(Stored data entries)
-- Opening Marker --

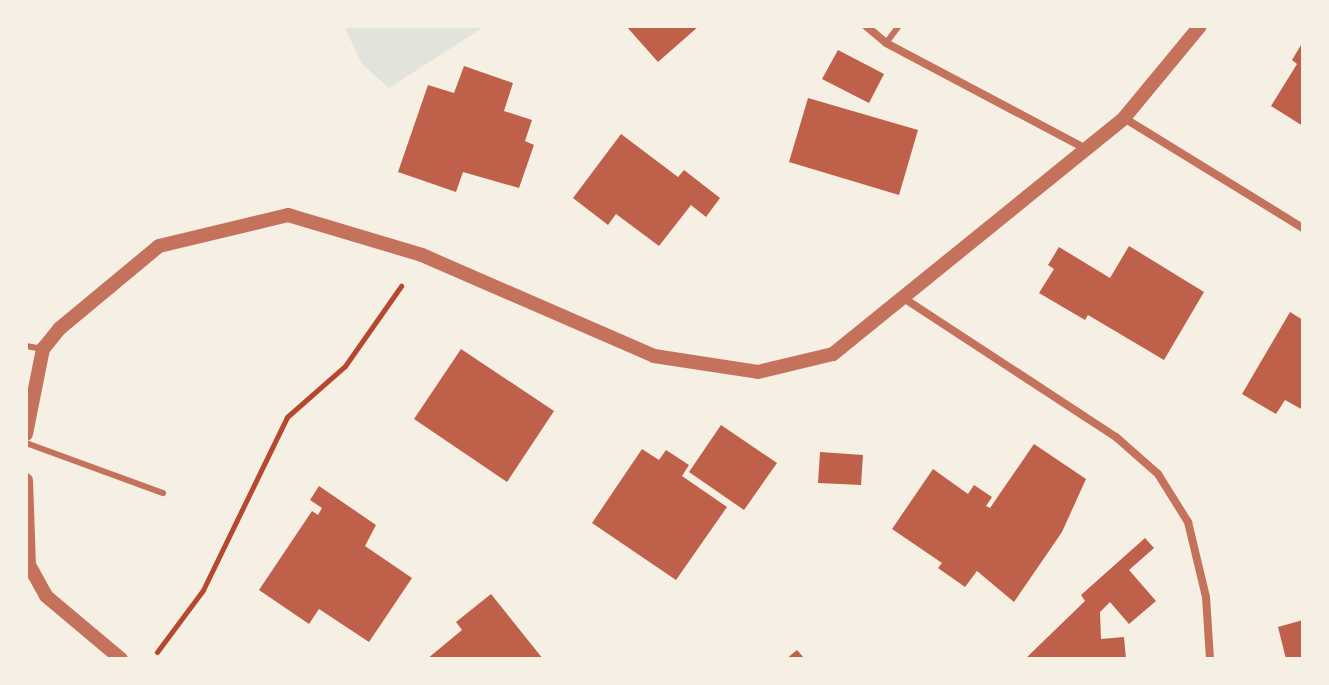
<!DOCTYPE html>
<style>
body{margin:0}
#map{position:relative;width:1329px;height:685px;overflow:hidden;background:#f6efe4;font-family:Roboto,sans-serif}
div>[style]{position:absolute}
[style*='--x']{left:calc(var(--x)*1px);top:calc(var(--y)*1px);width:calc(var(--w)*1px);rotate:calc(var(--a)*1deg)}
.green>*{inset:0;background:#e2e4dc}
.building>*{inset:0;background:#bf614a}
.path>*{height:5px;margin:-2.5px;padding:0 2.5px;transform-origin:2.5px;border-radius:2.5px;background:#b5482f}
.service>*{height:6px;margin:-3px;padding:0 3px;transform-origin:3px;border-radius:3px;background:#c5725c}
.minor>*{height:8px;margin:-4px;padding:0 4px;transform-origin:4px;border-radius:4px;background:#c5725c}
.tertiary>*{height:14px;margin:-7px;padding:0 7px;transform-origin:7px;border-radius:7px;background:#c5725c}
span{translate:-50% -50%;white-space:nowrap;text-align:center;line-height:1.15;-webkit-text-stroke:8px #f6efe4;paint-order:stroke}
.frame{position:absolute;inset:0;border:28px solid #f6efe4;pointer-events:none}
</style>
<div id="map">
<div class="green">
<div style="clip-path:polygon(344px 26px,485px 26px,389px 88px,362px 64px)"></div>
</div>
<div class="building">
<div style="clip-path:polygon(626px 26px,699px 26px,658px 62px)"></div>
<div style="clip-path:polygon(1301px 45px,1303px 47px,1303px 126px,1271px 106px,1297px 64px,1292px 60px)"></div>
<div style="clip-path:polygon(838px 50px,884px 74px,869px 103px,822px 79px)"></div>
<div style="clip-path:polygon(464px 66px,513px 83px,504px 111px,532px 120px,525px 141px,534px 145px,519px 188px,463px 172px,456px 192px,398px 172px,428px 85px,454px 93px)"></div>
<div style="clip-path:polygon(808px 98px,918px 130px,899px 195px,789px 162px)"></div>
<div style="clip-path:polygon(621px 134px,678px 177px,684px 170px,720px 198px,706px 217px,691px 205px,659px 246px,616px 214px,608px 225px,573px 198px)"></div>
<div style="clip-path:polygon(1129px 246px,1204px 292px,1164px 360px,1088px 315px,1085px 320px,1039px 293px,1054px 269px,1048px 265px,1059px 247px,1110px 278px)"></div>
<div style="clip-path:polygon(1290px 312px,1303px 320px,1303px 410px,1285px 400px,1276px 414px,1242px 394px)"></div>
<div style="clip-path:polygon(461px 349px,554px 411px,507px 482px,414px 419px)"></div>
<div style="clip-path:polygon(721px 425px,777px 463px,744px 510px,689px 472px)"></div>
<div style="clip-path:polygon(1034px 444px,1086px 479px,1062px 532px,1014px 602px,977px 571px,965px 587px,938px 568px,942px 563px,892px 529px,933px 469px,968px 494px,974px 485px,992px 497px,986px 506px,990px 508px)"></div>
<div style="clip-path:polygon(642px 449px,659px 460px,666px 450px,689px 465px,682px 476px,727px 507px,676px 580px,592px 523px)"></div>
<div style="clip-path:polygon(820px 452px,863px 455px,861px 485px,818px 483px)"></div>
<div style="clip-path:polygon(319px 486px,376px 525px,365px 546px,412px 578px,369px 642px,319px 609px,309px 624px,259px 590px,312px 511px,318px 515px,322px 508px,310px 500px)"></div>
<div style="clip-path:polygon(1145px 538px,1154px 548px,1129px 570px,1156px 601px,1129px 624px,1110px 602px,1100px 612px,1101px 639px,1124px 637px,1126px 659px,1025px 659px,1085px 601px,1081px 595px)"></div>
<div style="clip-path:polygon(491px 594px,543px 659px,427px 659px,462px 630px,456px 622px)"></div>
<div style="clip-path:polygon(1303px 620px,1303px 659px,1286px 659px,1278px 627px)"></div>
<div style="clip-path:polygon(797px 650px,805px 659px,786px 659px)"></div>
</div>
<div class="path">
<div style="--x:157;--y:652;--w:77;--a:-53.4"></div>
<div style="--x:203;--y:590;--w:192;--a:-64.1"></div>
<div style="--x:287;--y:417;--w:77;--a:-41.3"></div>
<div style="--x:345;--y:366;--w:98;--a:-55"></div>
</div>
<div class="service">
<div style="--x:886;--y:43;--w:21;--a:-53"></div>
<div style="--x:26;--y:346;--w:17;--a:10"></div>
<div style="--x:26;--y:443;--w:146;--a:20.1"></div>
</div>
<div class="minor">
<div style="--x:866;--y:26;--w:26;--a:40"></div>
<div style="--x:886;--y:43;--w:226;--a:27.9"></div>
<div style="--x:1124;--y:118;--w:210;--a:31.6"></div>
<div style="--x:905;--y:299;--w:252;--a:33.2"></div>
<div style="--x:1116;--y:437;--w:56;--a:41.4"></div>
<div style="--x:1158;--y:474;--w:57;--a:58"></div>
<div style="--x:1188;--y:522;--w:77;--a:76.5"></div>
<div style="--x:1206;--y:597;--w:62;--a:86.3"></div>
</div>
<div class="tertiary">
<div style="--x:26;--y:434;--w:87;--a:-78.7"></div>
<div style="--x:43;--y:349;--w:26;--a:-51"></div>
<div style="--x:59;--y:329;--w:130;--a:-39.7"></div>
<div style="--x:159;--y:246;--w:133;--a:-13.5"></div>
<div style="--x:288;--y:215;--w:140;--a:16.6"></div>
<div style="--x:422;--y:255;--w:253;--a:23.5"></div>
<div style="--x:654;--y:356;--w:105;--a:8.7"></div>
<div style="--x:758;--y:372;--w:77;--a:-13.5"></div>
<div style="--x:833;--y:354;--w:375;--a:-39"></div>
<div style="--x:1124;--y:118;--w:119;--a:-50.4"></div>
<div style="--x:26;--y:480;--w:85;--a:88"></div>
<div style="--x:29;--y:565;--w:35;--a:61"></div>
<div style="--x:46;--y:596;--w:98;--a:40"></div>
</div>
<div class="frame"></div>
</div>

-- Closing Marker --

Only a number is expected: the count of lines in the data that contain the word "minor".

2